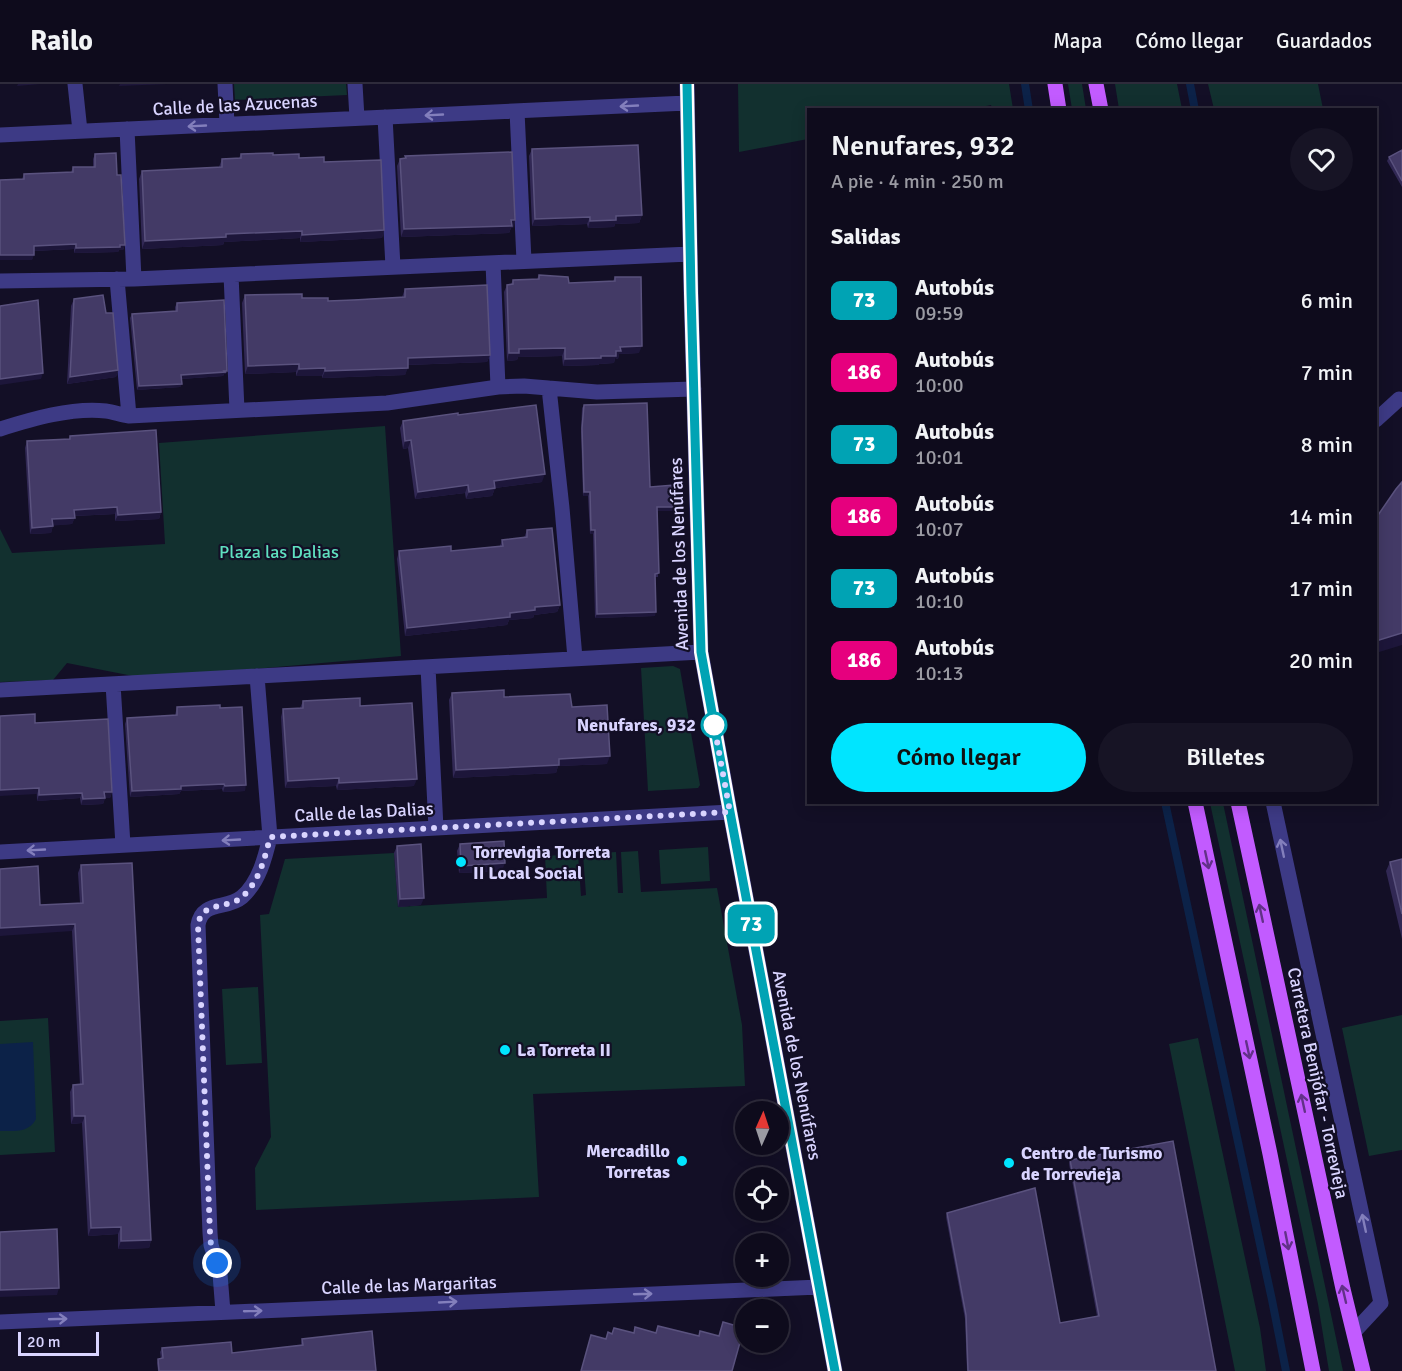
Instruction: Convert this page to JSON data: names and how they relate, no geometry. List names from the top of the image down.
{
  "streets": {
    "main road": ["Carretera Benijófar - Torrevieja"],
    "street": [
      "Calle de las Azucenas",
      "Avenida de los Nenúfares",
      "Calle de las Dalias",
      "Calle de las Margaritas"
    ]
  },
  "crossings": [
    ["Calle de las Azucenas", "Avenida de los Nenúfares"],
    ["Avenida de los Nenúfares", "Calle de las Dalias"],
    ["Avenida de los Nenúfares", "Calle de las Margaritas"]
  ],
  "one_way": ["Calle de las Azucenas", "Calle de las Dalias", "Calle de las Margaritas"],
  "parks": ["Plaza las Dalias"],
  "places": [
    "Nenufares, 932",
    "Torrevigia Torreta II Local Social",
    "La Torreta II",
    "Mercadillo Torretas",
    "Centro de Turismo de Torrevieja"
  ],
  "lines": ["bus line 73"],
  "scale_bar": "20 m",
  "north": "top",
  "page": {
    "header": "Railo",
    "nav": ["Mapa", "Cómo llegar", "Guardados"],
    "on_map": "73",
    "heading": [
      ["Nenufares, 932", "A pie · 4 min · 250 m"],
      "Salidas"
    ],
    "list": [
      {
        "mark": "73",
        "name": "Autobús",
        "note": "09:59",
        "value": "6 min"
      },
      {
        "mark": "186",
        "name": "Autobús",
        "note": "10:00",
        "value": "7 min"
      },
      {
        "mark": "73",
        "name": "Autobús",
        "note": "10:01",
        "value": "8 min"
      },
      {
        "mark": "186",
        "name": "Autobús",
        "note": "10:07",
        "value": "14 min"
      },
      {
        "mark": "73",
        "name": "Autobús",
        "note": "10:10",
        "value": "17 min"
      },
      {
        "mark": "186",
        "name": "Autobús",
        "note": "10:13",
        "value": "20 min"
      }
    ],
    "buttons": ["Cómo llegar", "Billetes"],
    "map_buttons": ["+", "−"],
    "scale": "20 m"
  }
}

....

# [Problem description]
The answer is the listing above repeated verbatim, minus its images.

# [Result of this exercise]
Instruction: Convert this page to JSON data: names and how they relate, no geometry. List names from the top of the image down.
{
  "streets": {
    "main road": ["Carretera Benijófar - Torrevieja"],
    "street": [
      "Calle de las Azucenas",
      "Avenida de los Nenúfares",
      "Calle de las Dalias",
      "Calle de las Margaritas"
    ]
  },
  "crossings": [
    ["Calle de las Azucenas", "Avenida de los Nenúfares"],
    ["Avenida de los Nenúfares", "Calle de las Dalias"],
    ["Avenida de los Nenúfares", "Calle de las Margaritas"]
  ],
  "one_way": ["Calle de las Azucenas", "Calle de las Dalias", "Calle de las Margaritas"],
  "parks": ["Plaza las Dalias"],
  "places": [
    "Nenufares, 932",
    "Torrevigia Torreta II Local Social",
    "La Torreta II",
    "Mercadillo Torretas",
    "Centro de Turismo de Torrevieja"
  ],
  "lines": ["bus line 73"],
  "scale_bar": "20 m",
  "north": "top",
  "page": {
    "header": "Railo",
    "nav": ["Mapa", "Cómo llegar", "Guardados"],
    "on_map": "73",
    "heading": [
      ["Nenufares, 932", "A pie · 4 min · 250 m"],
      "Salidas"
    ],
    "list": [
      {
        "mark": "73",
        "name": "Autobús",
        "note": "09:59",
        "value": "6 min"
      },
      {
        "mark": "186",
        "name": "Autobús",
        "note": "10:00",
        "value": "7 min"
      },
      {
        "mark": "73",
        "name": "Autobús",
        "note": "10:01",
        "value": "8 min"
      },
      {
        "mark": "186",
        "name": "Autobús",
        "note": "10:07",
        "value": "14 min"
      },
      {
        "mark": "73",
        "name": "Autobús",
        "note": "10:10",
        "value": "17 min"
      },
      {
        "mark": "186",
        "name": "Autobús",
        "note": "10:13",
        "value": "20 min"
      }
    ],
    "buttons": ["Cómo llegar", "Billetes"],
    "map_buttons": ["+", "−"],
    "scale": "20 m"
  }
}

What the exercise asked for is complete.